_ABOUT THIS TASK_: Go through the data and count the lines holding the string "JSON". Write only the number.

[Records from a collection]
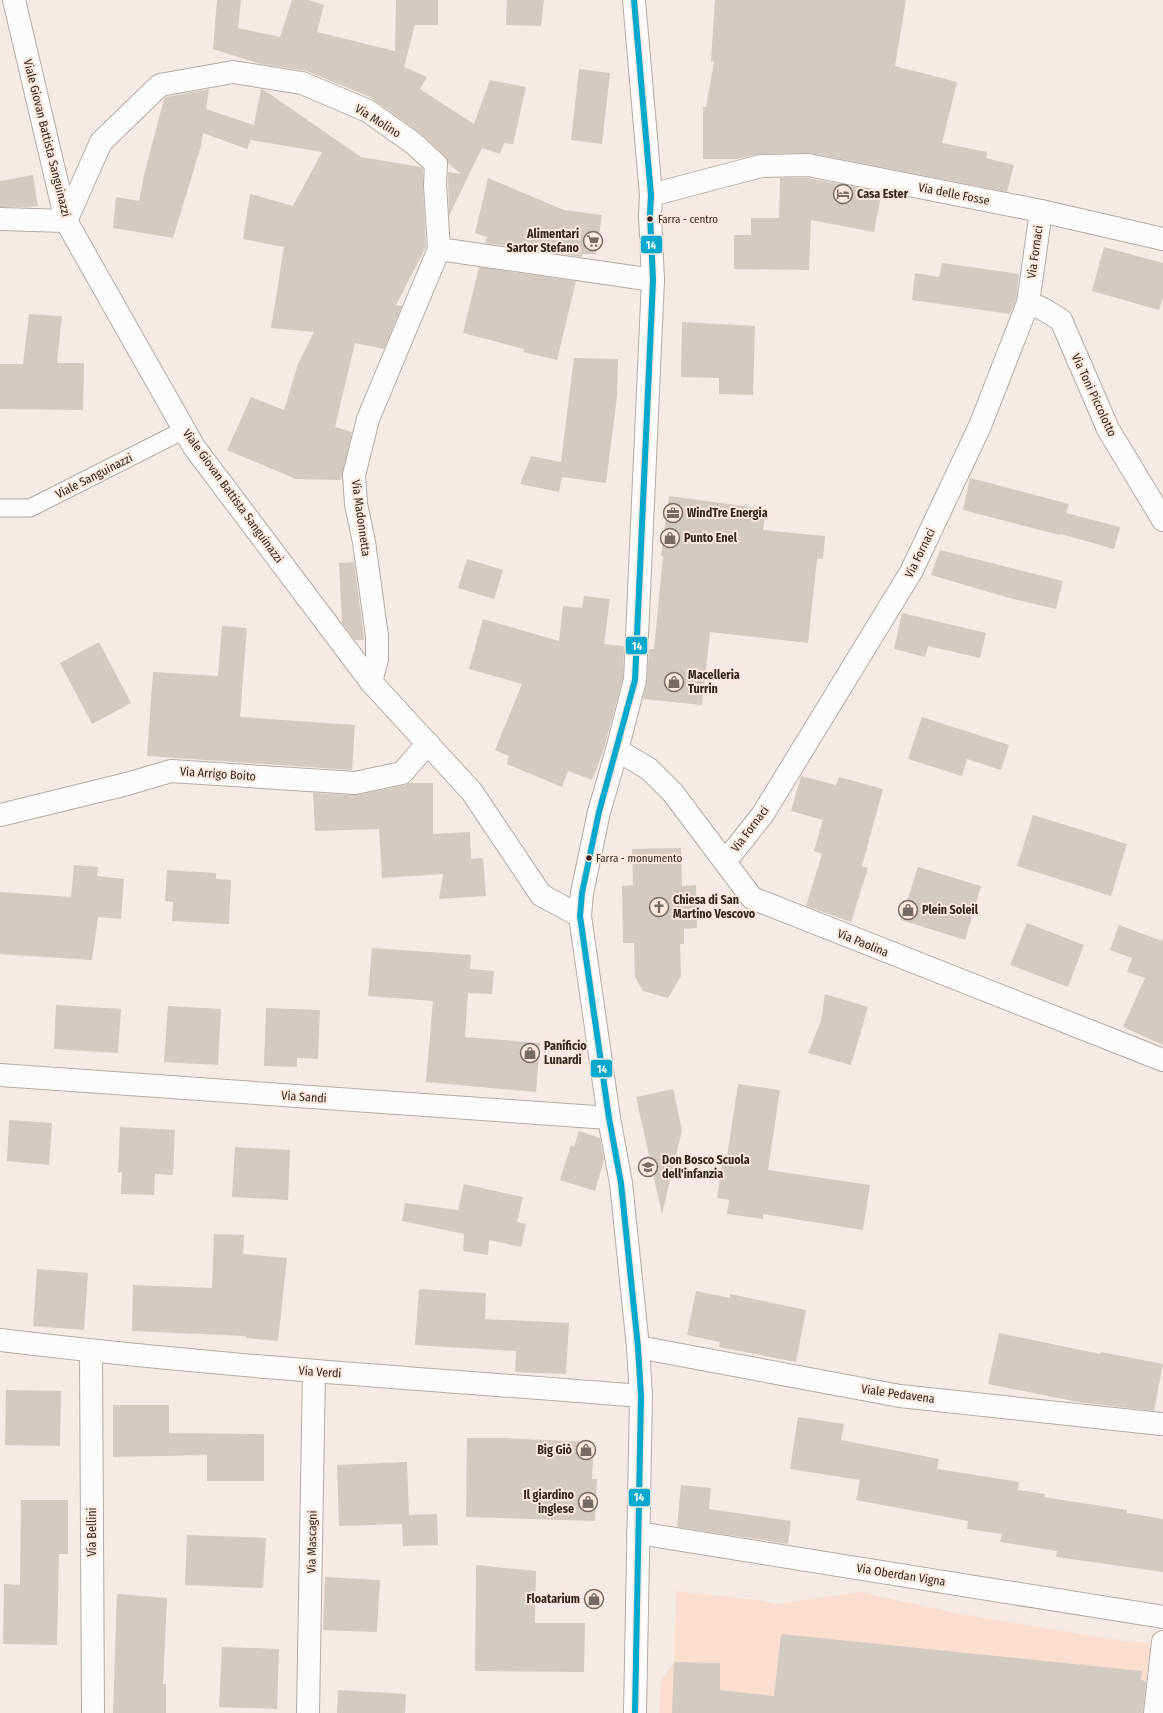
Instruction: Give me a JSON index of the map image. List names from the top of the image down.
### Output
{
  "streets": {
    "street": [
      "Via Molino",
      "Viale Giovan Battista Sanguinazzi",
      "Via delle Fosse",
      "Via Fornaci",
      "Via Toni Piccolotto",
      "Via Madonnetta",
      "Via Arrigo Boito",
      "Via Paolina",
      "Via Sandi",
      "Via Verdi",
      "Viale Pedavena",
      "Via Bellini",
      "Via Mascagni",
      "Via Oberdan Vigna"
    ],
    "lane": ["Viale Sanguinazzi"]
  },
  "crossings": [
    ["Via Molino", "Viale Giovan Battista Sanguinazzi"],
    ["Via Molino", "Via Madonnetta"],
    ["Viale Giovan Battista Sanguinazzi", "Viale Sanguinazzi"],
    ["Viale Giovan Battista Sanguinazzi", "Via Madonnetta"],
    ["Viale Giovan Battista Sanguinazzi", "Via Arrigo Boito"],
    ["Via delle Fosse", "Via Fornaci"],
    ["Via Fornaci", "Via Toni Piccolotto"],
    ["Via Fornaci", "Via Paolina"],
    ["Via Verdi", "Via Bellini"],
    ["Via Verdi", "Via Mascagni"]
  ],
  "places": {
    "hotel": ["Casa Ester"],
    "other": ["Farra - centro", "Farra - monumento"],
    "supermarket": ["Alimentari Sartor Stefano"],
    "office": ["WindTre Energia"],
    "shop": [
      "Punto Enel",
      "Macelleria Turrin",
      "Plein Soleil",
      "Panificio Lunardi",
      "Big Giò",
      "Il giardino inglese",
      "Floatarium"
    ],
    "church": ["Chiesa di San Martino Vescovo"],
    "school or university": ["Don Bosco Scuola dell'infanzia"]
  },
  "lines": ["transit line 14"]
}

* * *

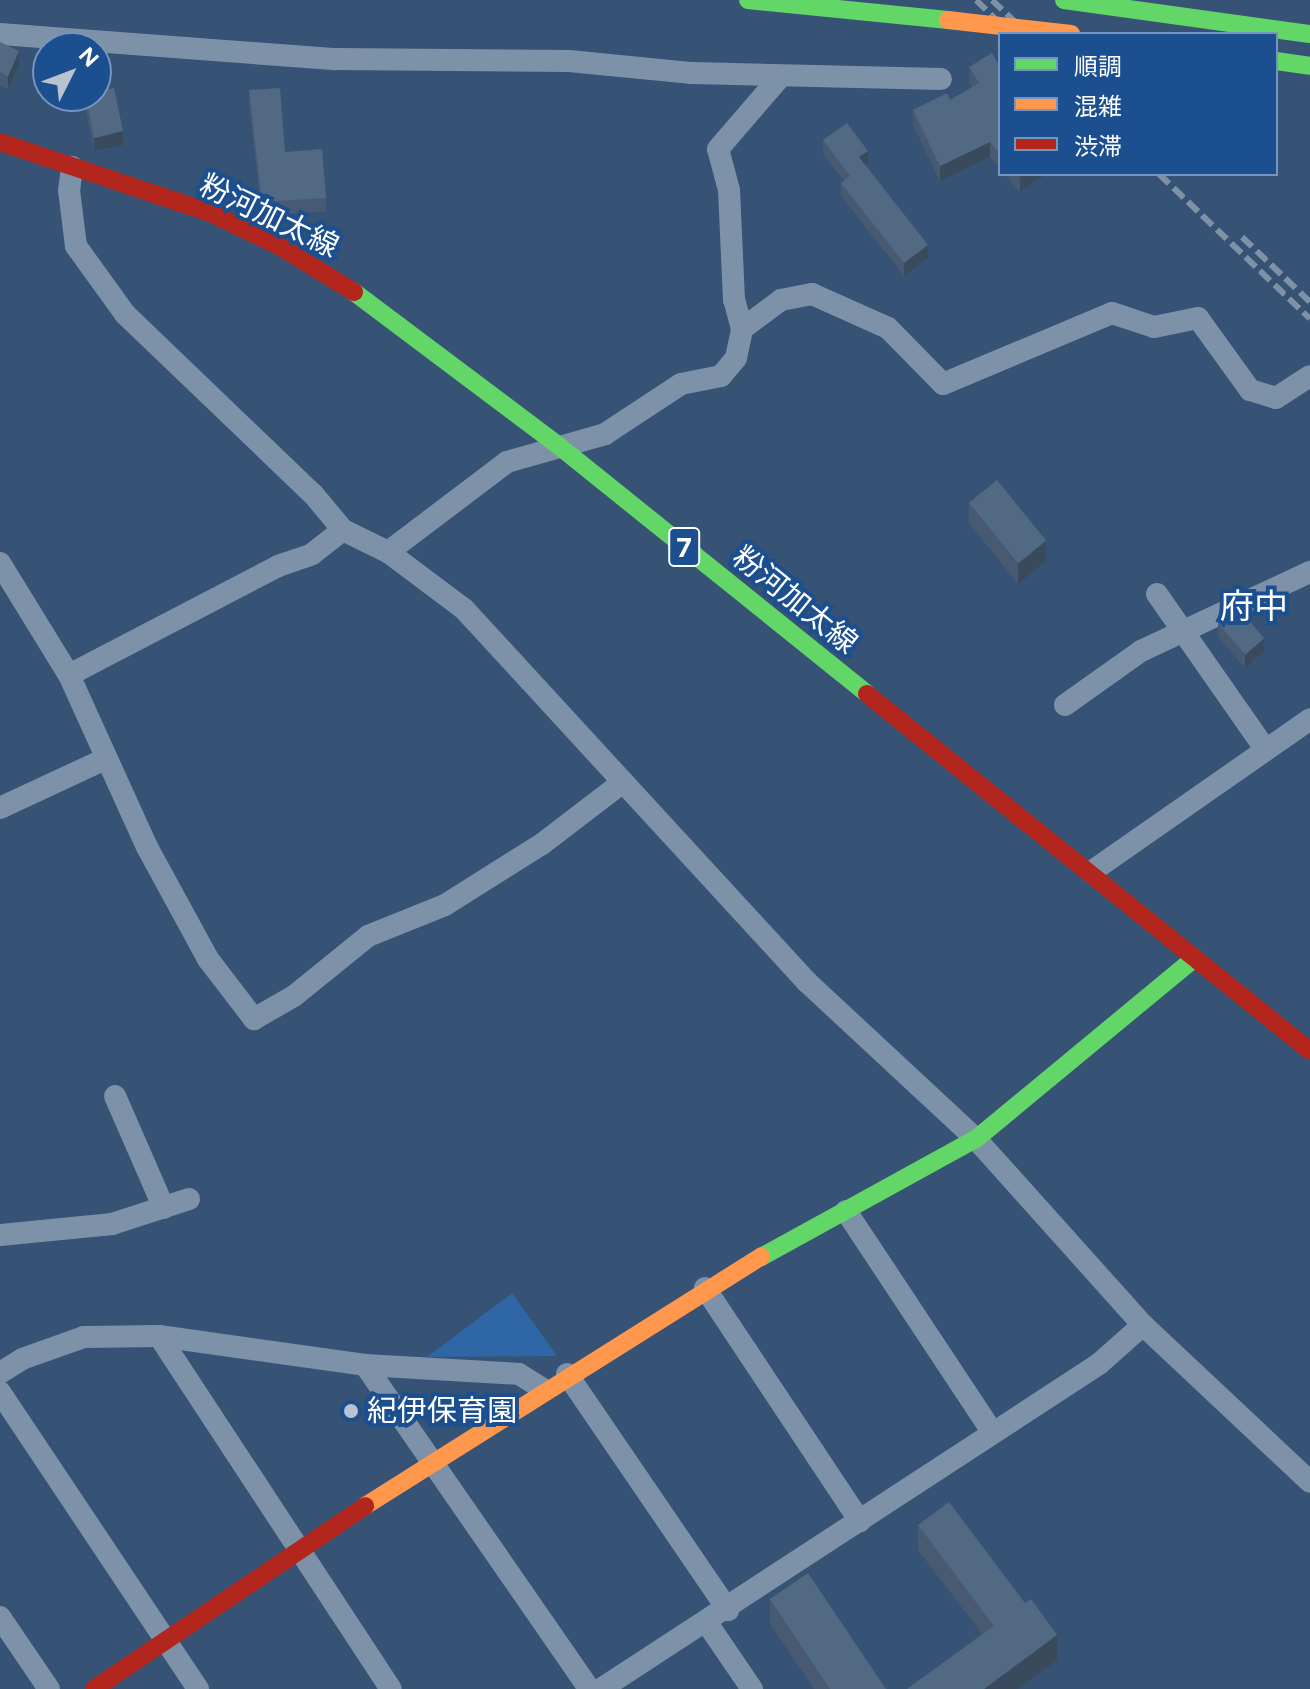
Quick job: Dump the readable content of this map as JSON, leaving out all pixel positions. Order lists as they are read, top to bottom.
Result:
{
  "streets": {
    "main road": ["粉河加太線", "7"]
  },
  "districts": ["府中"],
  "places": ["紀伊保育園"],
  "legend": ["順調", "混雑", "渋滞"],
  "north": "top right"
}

_RESULT_: 2